#### Exercise
With the images left out, print all of the records below exactly.

Content starts

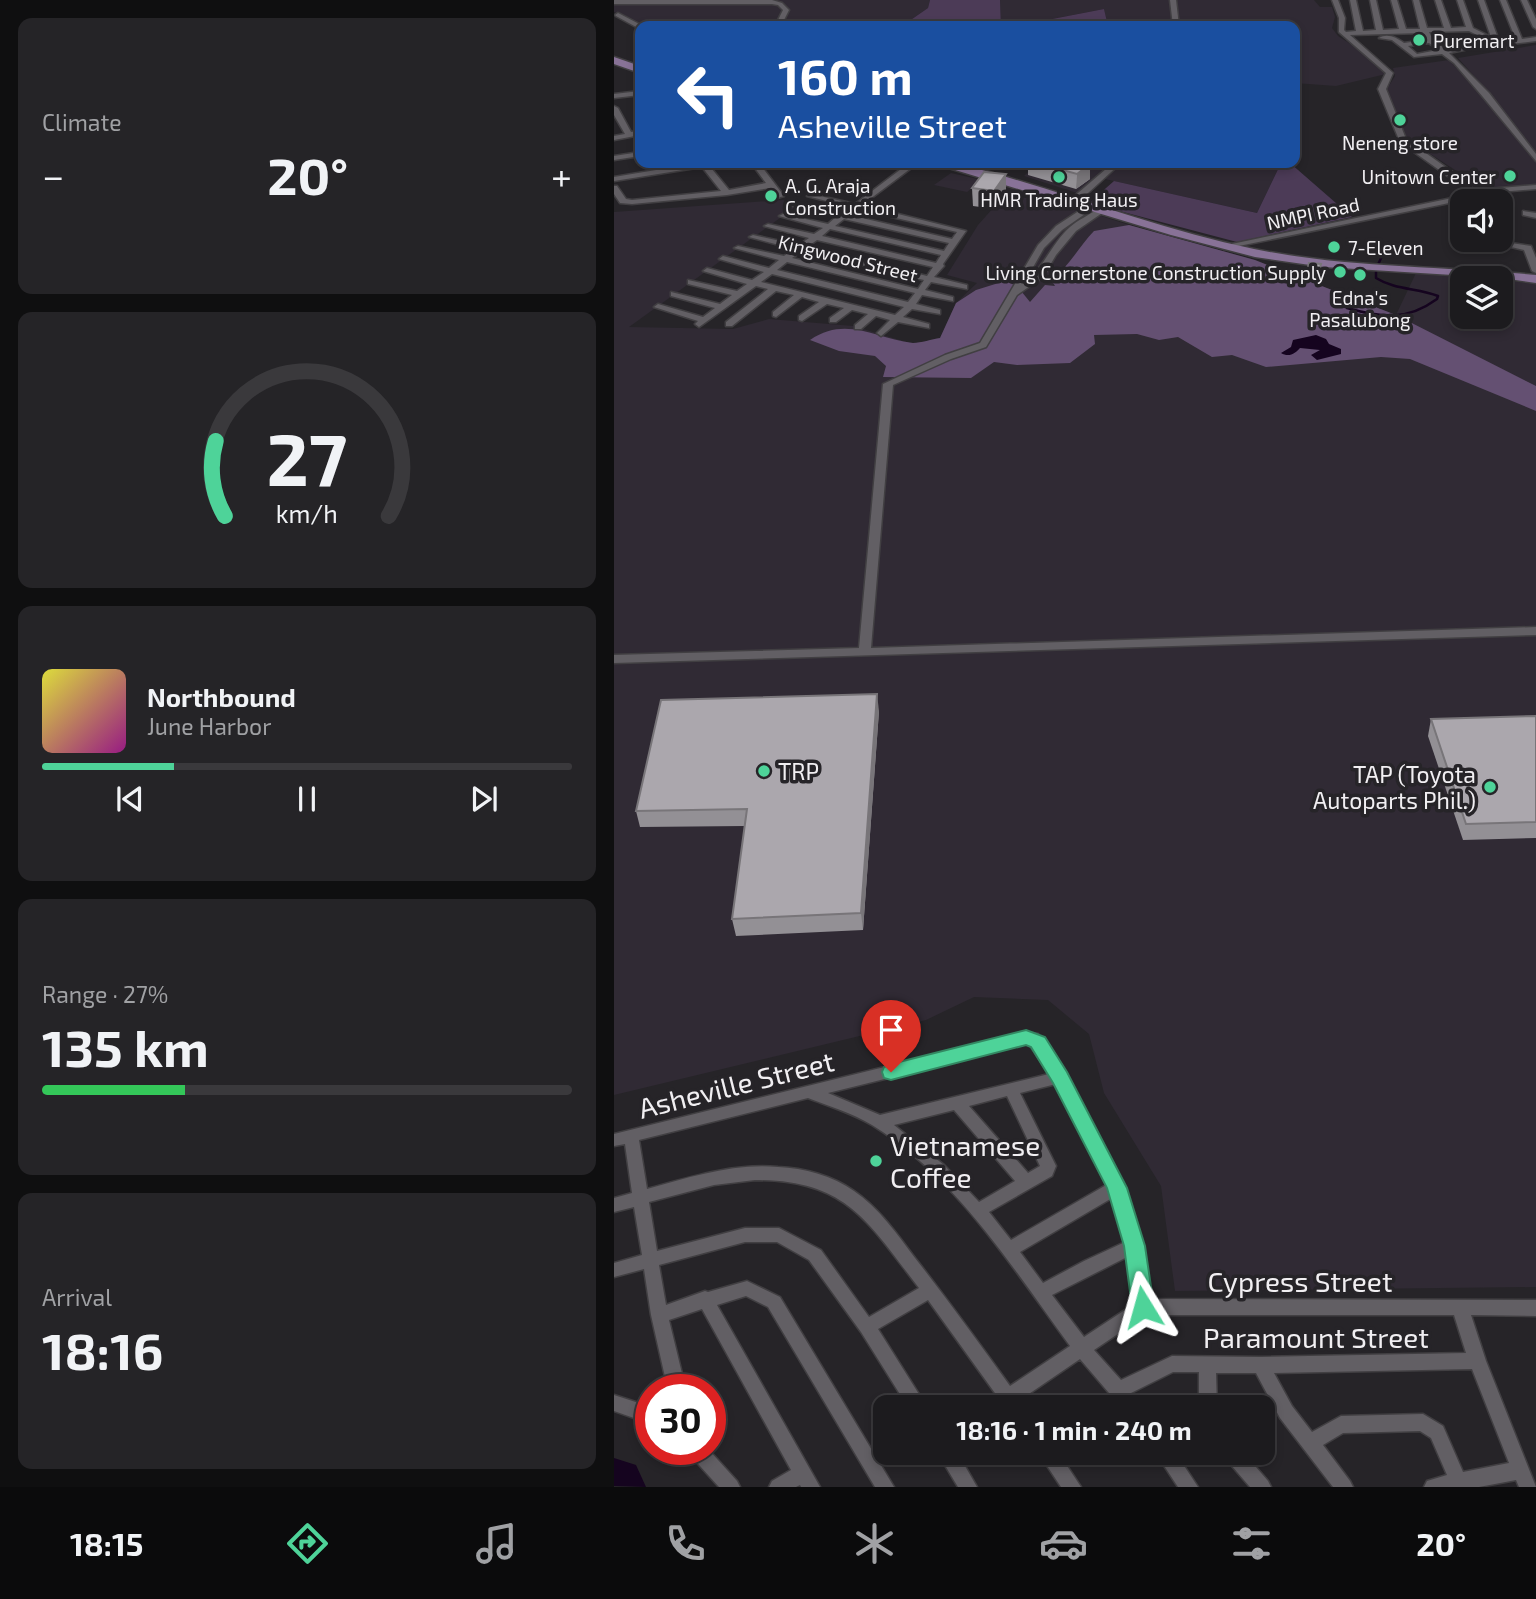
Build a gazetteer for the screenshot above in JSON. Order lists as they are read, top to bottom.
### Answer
{
  "streets": {
    "street": [
      "NMPI Road",
      "Kingwood Street",
      "Asheville Street",
      "Cypress Street",
      "Paramount Street"
    ]
  },
  "crossings": [
    ["Asheville Street", "Cypress Street"]
  ],
  "places": [
    "Puremart",
    "Neneng store",
    "Unitown Center",
    "HMR Trading Haus",
    "A. G. Araja Construction",
    "7-Eleven",
    "Living Cornerstone Construction Supply",
    "Edna's Pasalubong",
    "TRP",
    "TAP (Toyota Autoparts Phil.)",
    "Vietnamese Coffee"
  ],
  "page": {
    "tile": [
      "Climate",
      ["Range · 27%", "135 km"],
      ["Arrival", "18:16"]
    ],
    "turn": ["160 m", "Asheville Street"],
    "heat": ["−", "20°", "+"],
    "song": ["Northbound", "June Harbor"],
    "limit": "30",
    "trip": "18:16 · 1 min · 240 m",
    "tabs": ["18:15", "20°"],
    "gauge": ["27", "km/h"]
  }
}
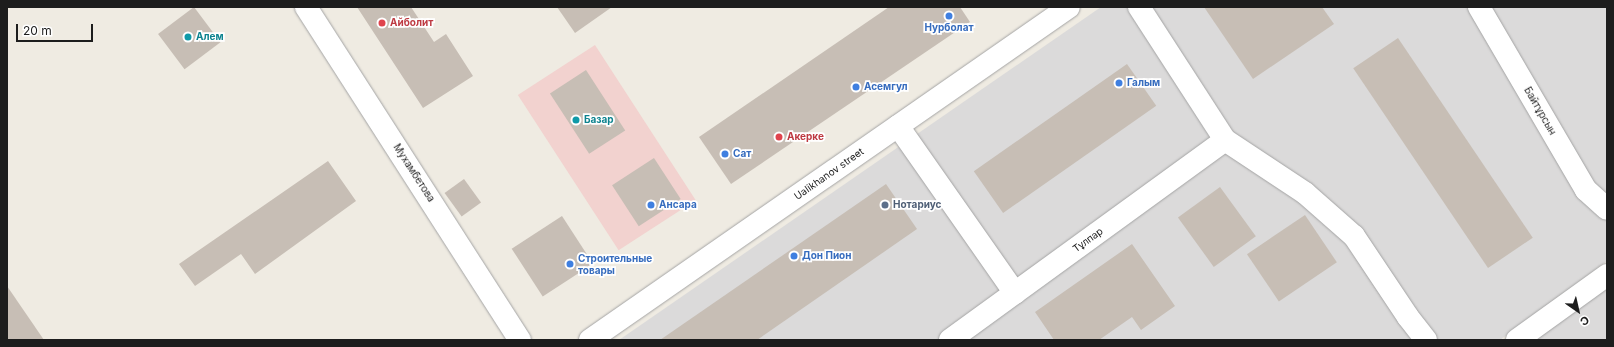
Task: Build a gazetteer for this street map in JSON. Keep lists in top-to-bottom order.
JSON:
{
  "streets": {
    "street": [
      "Байтұрсын",
      "Мухамбетова",
      "Ualikhanov street",
      "Тұлпар"
    ]
  },
  "places": [
    "Нурболат",
    "Айболит",
    "Алем",
    "Галым",
    "Асемгул",
    "Базар",
    "Акерке",
    "Сат",
    "Ансара",
    "Нотариус",
    "Дон Пион",
    "Строительные товары"
  ],
  "scale_bar": "20 m",
  "north": "bottom right"
}
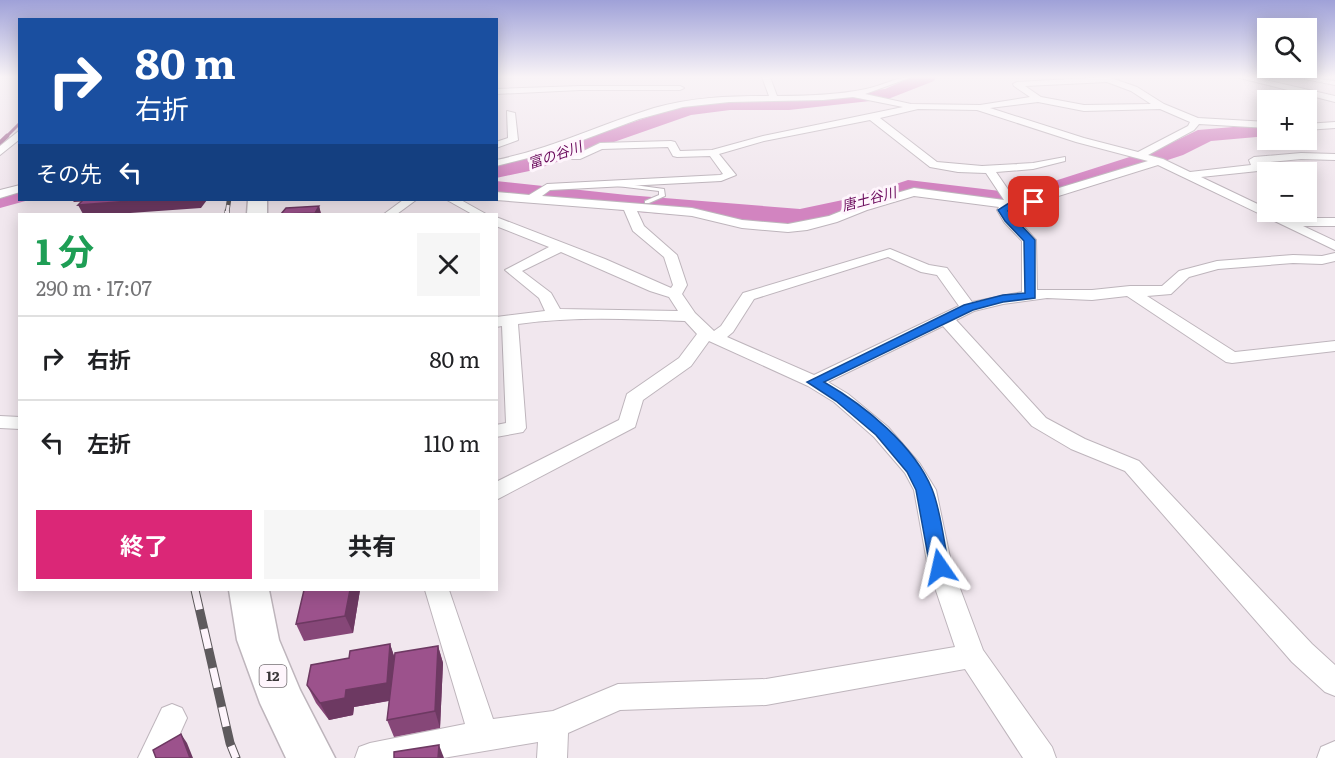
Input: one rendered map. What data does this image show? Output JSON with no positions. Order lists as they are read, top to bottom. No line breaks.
{"streets":{"main road":["12"]},"water":["富の谷川","唐土谷川"],"page":{"map_buttons":["+","−"],"turn":["80 m","右折"],"then":"その先","heading":["1 分","290 m · 17:07"],"list":[{"name":"右折","value":"80 m"},{"name":"左折","value":"110 m"}],"buttons":["終了","共有"]}}
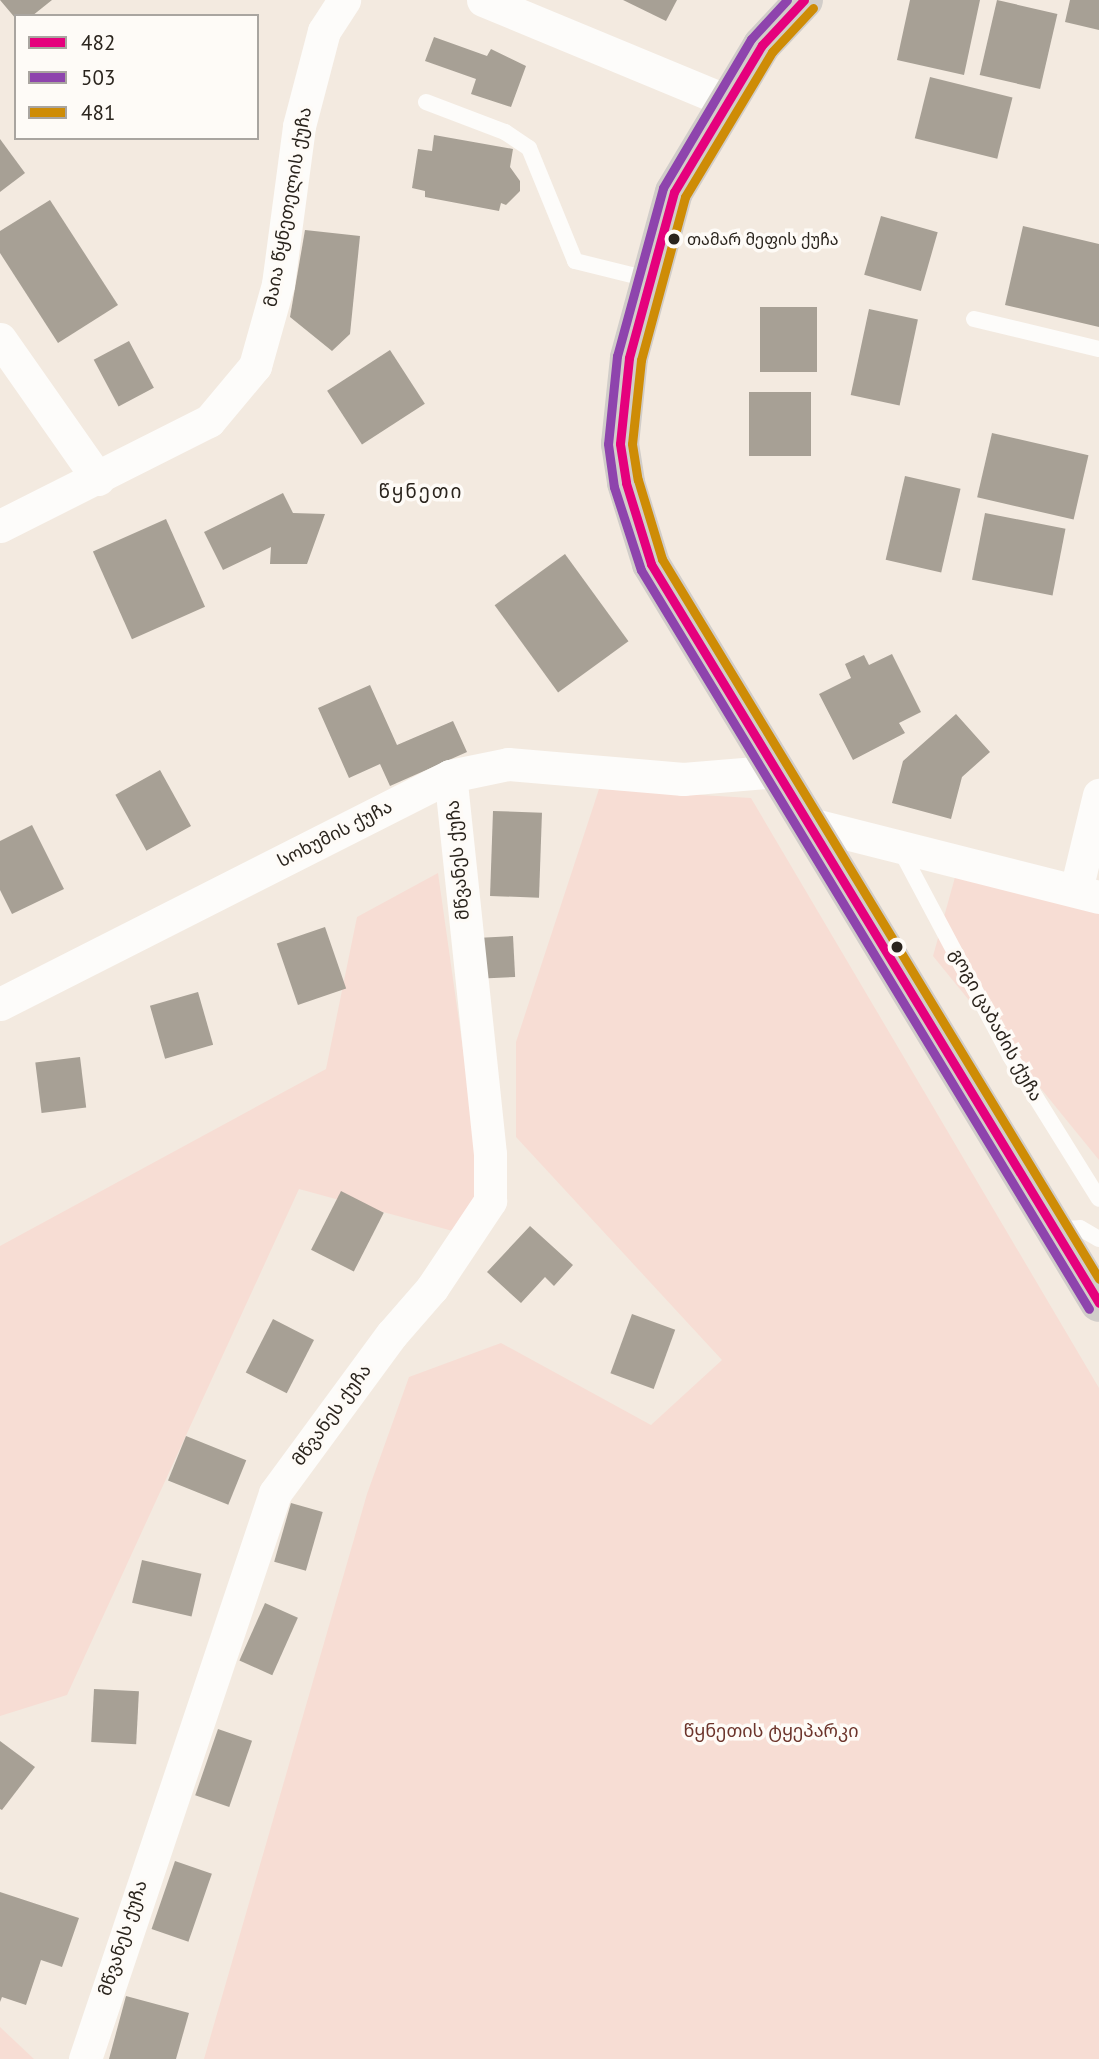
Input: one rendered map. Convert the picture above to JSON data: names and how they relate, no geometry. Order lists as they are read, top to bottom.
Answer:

Content ends

#### Output for this exercise
Build a gazetteer for the screenshot above in JSON. Order lists as they are read, top to bottom.
### Answer
{
  "streets": {
    "street": [
      "NMPI Road",
      "Kingwood Street",
      "Asheville Street",
      "Cypress Street",
      "Paramount Street"
    ]
  },
  "crossings": [
    ["Asheville Street", "Cypress Street"]
  ],
  "places": [
    "Puremart",
    "Neneng store",
    "Unitown Center",
    "HMR Trading Haus",
    "A. G. Araja Construction",
    "7-Eleven",
    "Living Cornerstone Construction Supply",
    "Edna's Pasalubong",
    "TRP",
    "TAP (Toyota Autoparts Phil.)",
    "Vietnamese Coffee"
  ],
  "page": {
    "tile": [
      "Climate",
      ["Range · 27%", "135 km"],
      ["Arrival", "18:16"]
    ],
    "turn": ["160 m", "Asheville Street"],
    "heat": ["−", "20°", "+"],
    "song": ["Northbound", "June Harbor"],
    "limit": "30",
    "trip": "18:16 · 1 min · 240 m",
    "tabs": ["18:15", "20°"],
    "gauge": ["27", "km/h"]
  }
}
Task: Build a gazetteer for this street map in JSON. Keep lists in top-to-bottom order.
JSON:
{
  "streets": {
    "street": [
      "Байтұрсын",
      "Мухамбетова",
      "Ualikhanov street",
      "Тұлпар"
    ]
  },
  "places": [
    "Нурболат",
    "Айболит",
    "Алем",
    "Галым",
    "Асемгул",
    "Базар",
    "Акерке",
    "Сат",
    "Ансара",
    "Нотариус",
    "Дон Пион",
    "Строительные товары"
  ],
  "scale_bar": "20 m",
  "north": "bottom right"
}
Input: one rendered map. What data does this image show? Output JSON with no positions. Order lists as they are read, top to bottom. No line breaks.
{"streets":{"main road":["12"]},"water":["富の谷川","唐土谷川"],"page":{"map_buttons":["+","−"],"turn":["80 m","右折"],"then":"その先","heading":["1 分","290 m · 17:07"],"list":[{"name":"右折","value":"80 m"},{"name":"左折","value":"110 m"}],"buttons":["終了","共有"]}}
Input: one rendered map. Convert the picture above to JSON data: names and how they relate, no geometry. Order lists as they are read, top to bottom.
Answer:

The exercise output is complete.